6. Finalement, le projet induit – en erreur ! – une “automaticité” d’inspiration positiviste. Ce qui importe, c’est le “comment”. On pense ainsi pouvoir circonscrire les difficultés et les besoins observés, auxquels on fait correspondre des objectifs et des moyens pour obtenir le changement. Avec la tentation de faire porter la responsabilité de l’échec à l’usager : “Il n’investit pas son projet”, entend-on.

Un problème de cohérence

Le projet tiré de la littérature est un élan vers un ailleurs, un autrement. L’important, c’est la poussée, le point de bascule, la prise de risque. Tout projet et sa mise en œuvre transforment, quelle qu’en soit l’issue. Il existe une éthique de l’aventure. Une sorte de promesse, décollée, sublime, jetée dans le monde, avec l’ambition de transformer la réalité, sa réalité. Le projet contemporain est un calcul rationnel et pragmatique, il concentre la question sur sa réalisation. En se garantissant de sa réussite, il devient étriqué, avare, corseté. Il est moins question de “transformer” la réalité que de s’y couler. Pour les éducateurs, c’est un problème de cohérence. Les jeunes ne cessent de l’interroger en actes et en paroles. “Il ne tient pas son projet”, entend-on souvent. Nous jouons dans les deux registres. A quel sens se vouer ? En usant du mot “projet”, nous nous faisons l’écho de celui des classiques, teinté de grandeur et d’éthique, de vie.

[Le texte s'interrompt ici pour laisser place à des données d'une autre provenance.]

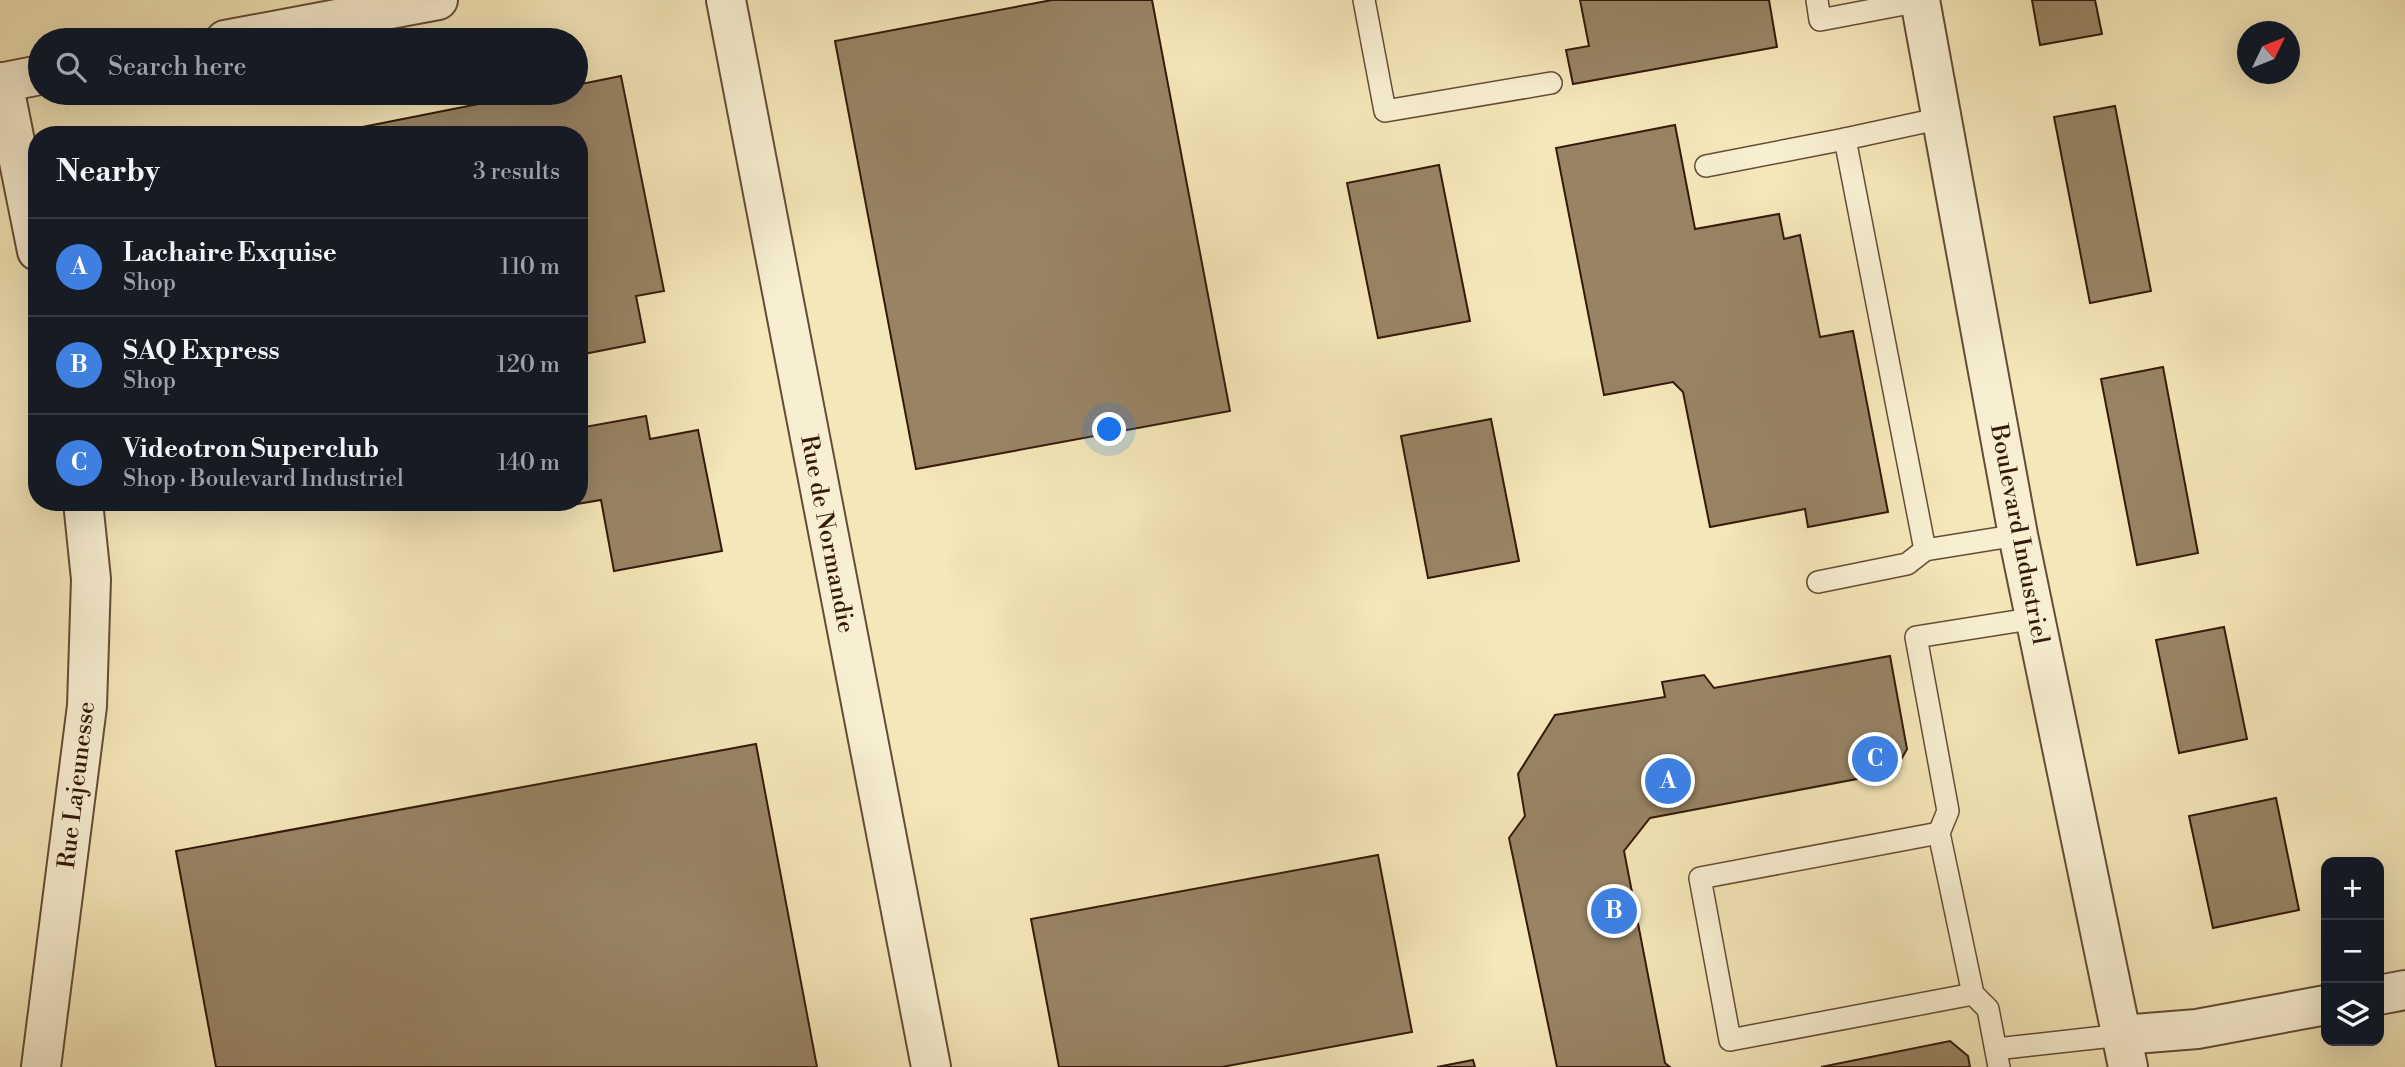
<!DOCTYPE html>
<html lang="en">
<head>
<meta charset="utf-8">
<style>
	:root { --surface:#171b24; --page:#20242c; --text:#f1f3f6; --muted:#9ea1a6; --line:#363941; --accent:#1a73e8 }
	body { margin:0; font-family:"Libre Bodoni",serif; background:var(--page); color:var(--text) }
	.controls { position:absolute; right:21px; bottom:21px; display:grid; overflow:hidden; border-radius:14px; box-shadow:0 7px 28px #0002 }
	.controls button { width:63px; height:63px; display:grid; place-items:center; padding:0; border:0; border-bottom:2px solid var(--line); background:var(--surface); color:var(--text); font:35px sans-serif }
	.compass { position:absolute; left:2237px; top:21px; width:63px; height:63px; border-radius:50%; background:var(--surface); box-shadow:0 7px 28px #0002; rotate:47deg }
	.you { position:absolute; left:1110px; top:430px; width:24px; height:24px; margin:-18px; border:5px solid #fff; border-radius:50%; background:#1a73e8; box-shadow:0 0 0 10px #1a73e833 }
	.badge { display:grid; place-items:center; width:46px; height:46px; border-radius:50%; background:var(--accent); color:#fff; font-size:23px; font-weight:700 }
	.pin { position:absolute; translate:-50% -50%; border:4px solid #fff; box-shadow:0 2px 7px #0006 }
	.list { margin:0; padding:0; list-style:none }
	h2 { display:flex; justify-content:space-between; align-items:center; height:91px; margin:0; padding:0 28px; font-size:30px }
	h2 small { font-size:23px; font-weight:400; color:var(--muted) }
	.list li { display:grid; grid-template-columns:46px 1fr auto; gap:21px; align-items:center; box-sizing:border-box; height:98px; padding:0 28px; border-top:2px solid var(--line) }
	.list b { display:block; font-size:26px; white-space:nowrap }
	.list p { margin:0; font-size:23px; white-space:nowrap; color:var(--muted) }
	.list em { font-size:23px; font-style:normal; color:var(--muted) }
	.icon { flex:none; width:38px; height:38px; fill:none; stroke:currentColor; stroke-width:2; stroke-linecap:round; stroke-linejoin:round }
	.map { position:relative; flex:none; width:2405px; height:1067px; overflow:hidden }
	.search { position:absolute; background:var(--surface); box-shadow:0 7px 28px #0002; left:28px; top:28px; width:560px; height:77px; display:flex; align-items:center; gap:18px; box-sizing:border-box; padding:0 24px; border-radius:38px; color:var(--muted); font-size:26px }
	.panel { position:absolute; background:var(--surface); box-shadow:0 7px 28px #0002; left:28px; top:126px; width:560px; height:385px; border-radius:28px }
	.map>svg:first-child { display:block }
</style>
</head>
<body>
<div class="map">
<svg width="2405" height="1067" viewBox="0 0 2405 1067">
	<rect width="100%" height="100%" fill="#f4e7b9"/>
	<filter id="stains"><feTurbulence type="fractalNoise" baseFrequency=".00286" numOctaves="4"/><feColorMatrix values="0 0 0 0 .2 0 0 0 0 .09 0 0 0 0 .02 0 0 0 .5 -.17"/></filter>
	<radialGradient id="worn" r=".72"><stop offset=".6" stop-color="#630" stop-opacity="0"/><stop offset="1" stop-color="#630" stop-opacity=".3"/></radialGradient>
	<g fill="#988465" stroke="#35190b" stroke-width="2">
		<path d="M1052,0H1152L1230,411L916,469L835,41Z"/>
		<path d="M1580,0H1769L1777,47L1573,84L1566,50L1589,46Z"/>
		<path d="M2032,0H2095L2102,34L2040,45Z"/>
		<path d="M621,76L664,291L636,296L645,342L579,355V135H322L534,93H576V85Z"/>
		<path d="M2115,106L2151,291L2090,303L2054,117Z"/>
		<path d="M1675,125L1695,229L1779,214L1784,239L1800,235L1820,337L1853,331L1888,512L1808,527L1805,509L1710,527L1683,392L1673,382L1604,395L1556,148Z"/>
		<path d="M1439,165L1470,321L1378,338L1347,183Z"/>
		<path d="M2163,367L2198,553L2137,565L2101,379Z"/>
		<path d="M646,416L650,439L698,430L722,551L614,571L601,500L577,504L579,428Z"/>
		<path d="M1491,419L1519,561L1428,578L1401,436Z"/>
		<path d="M2224,627L2247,739L2179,753L2156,640Z"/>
		<path d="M1890,656L1907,749L1894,772L1650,818L1624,851L1665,1063L1670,1067H1557L1509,838L1525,816L1518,774L1555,715L1665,697L1662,682L1704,675L1714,688Z"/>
		<path d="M756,744L817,1067H216L176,851Z"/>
		<path d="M2276,798L2299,910L2213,928L2189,816Z"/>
		<path d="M1378,855L1412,1032L1222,1067H1059L1031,919Z"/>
		<path d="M1950,1041L1968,1056L1970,1067H1821Z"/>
		<path d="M1473,1060L1475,1067H1437Z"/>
	</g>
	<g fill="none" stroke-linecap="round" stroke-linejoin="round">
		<defs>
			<g id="service">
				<path d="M1364,0L1385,111L1551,83"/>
				<path d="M1817,0L1820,20L1920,1"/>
				<path d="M1706,166L1845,139"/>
				<path d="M1925,550L1845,139L1942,118"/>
				<path d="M1818,582L1907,564L1925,550L2018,535"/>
				<path d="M1939,833L1700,878L1730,1040L1973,994"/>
				<path d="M1996,1049L2122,1035"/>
				<path d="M1999,1067L1988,1009L1973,994L1939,833L1948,811L1916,637L2036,618"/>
			</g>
			<g id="minor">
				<path d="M726,0L931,1067"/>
				<path d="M3,82L37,251"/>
				<path d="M2379,995L2405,990"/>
				<path d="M2122,1035L2197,1029L2326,1005"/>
				<path d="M41,1067L87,706L91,579L83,502"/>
			</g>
			<g id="tertiary">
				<path d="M1920,0L2018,535L2128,1067"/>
				<path d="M225,40L438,0"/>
				<path d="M0,83L40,75"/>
			</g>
		</defs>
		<use href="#service" stroke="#654c36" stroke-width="24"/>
		<use href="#minor" stroke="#654c36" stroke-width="42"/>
		<use href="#tertiary" stroke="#654c36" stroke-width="42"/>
		<use href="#service" stroke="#f8efd2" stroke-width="21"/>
		<use href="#minor" stroke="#f8efd2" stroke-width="38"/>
		<use href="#tertiary" stroke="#f8efd2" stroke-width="38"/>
	</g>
	<g text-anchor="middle" stroke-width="5" stroke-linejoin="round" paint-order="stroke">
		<g font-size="24" fill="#35190b" stroke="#f8efd2">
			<text transform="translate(828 534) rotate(79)" y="8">Rue de Normandie</text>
			<text transform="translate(2020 534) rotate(79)" y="8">Boulevard Industriel</text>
			<text transform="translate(76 785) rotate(-83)" y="8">Rue Lajeunesse</text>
		</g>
	</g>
	<rect width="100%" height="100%" filter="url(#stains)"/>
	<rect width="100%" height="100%" fill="url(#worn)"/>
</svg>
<div class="controls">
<button>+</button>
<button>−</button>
<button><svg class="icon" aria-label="layers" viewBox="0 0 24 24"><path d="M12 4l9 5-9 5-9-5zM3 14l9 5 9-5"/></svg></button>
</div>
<svg class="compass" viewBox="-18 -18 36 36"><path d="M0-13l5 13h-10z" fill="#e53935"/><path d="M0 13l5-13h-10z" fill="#9ea1a6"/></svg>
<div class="you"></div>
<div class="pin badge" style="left:1668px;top:781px;background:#3f7fe0">A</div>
<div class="pin badge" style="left:1614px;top:911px;background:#3f7fe0">B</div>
<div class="pin badge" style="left:1875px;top:759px;background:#3f7fe0">C</div>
<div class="search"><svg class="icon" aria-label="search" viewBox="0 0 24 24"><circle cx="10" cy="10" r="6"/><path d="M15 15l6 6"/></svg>Search here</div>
<section class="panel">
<h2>Nearby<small>3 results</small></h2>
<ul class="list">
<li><span class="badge" style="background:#3f7fe0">A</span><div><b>Lachaire Exquise</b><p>Shop</p></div><em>110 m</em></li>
<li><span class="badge" style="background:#3f7fe0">B</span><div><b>SAQ Express</b><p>Shop</p></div><em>120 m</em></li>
<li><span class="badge" style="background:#3f7fe0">C</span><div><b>Videotron Superclub</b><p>Shop · Boulevard Industriel</p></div><em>140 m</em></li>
</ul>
</section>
</div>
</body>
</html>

Mais nous le formulons dans nos pratiques sous l’angle pragmatique, passé au crible de sa réalisation. Qu’en est-il des attentes et des désirs du sujet ? De deux choses l’une : soit les travailleurs sociaux gardent le terme “projet” mais en assument la charge irrationnelle et la part d’inattendu ; soit il n’en est rien et il faut préférer des mots tels que “process”, “mécanisme,” “procédure”… au risque de perdre son âme. »

Notes

(1) Sans compter que « le chemin est long du projet à la chose » (Molière, Le Tartuffe ou l’Imposteur, acte III, scène 1).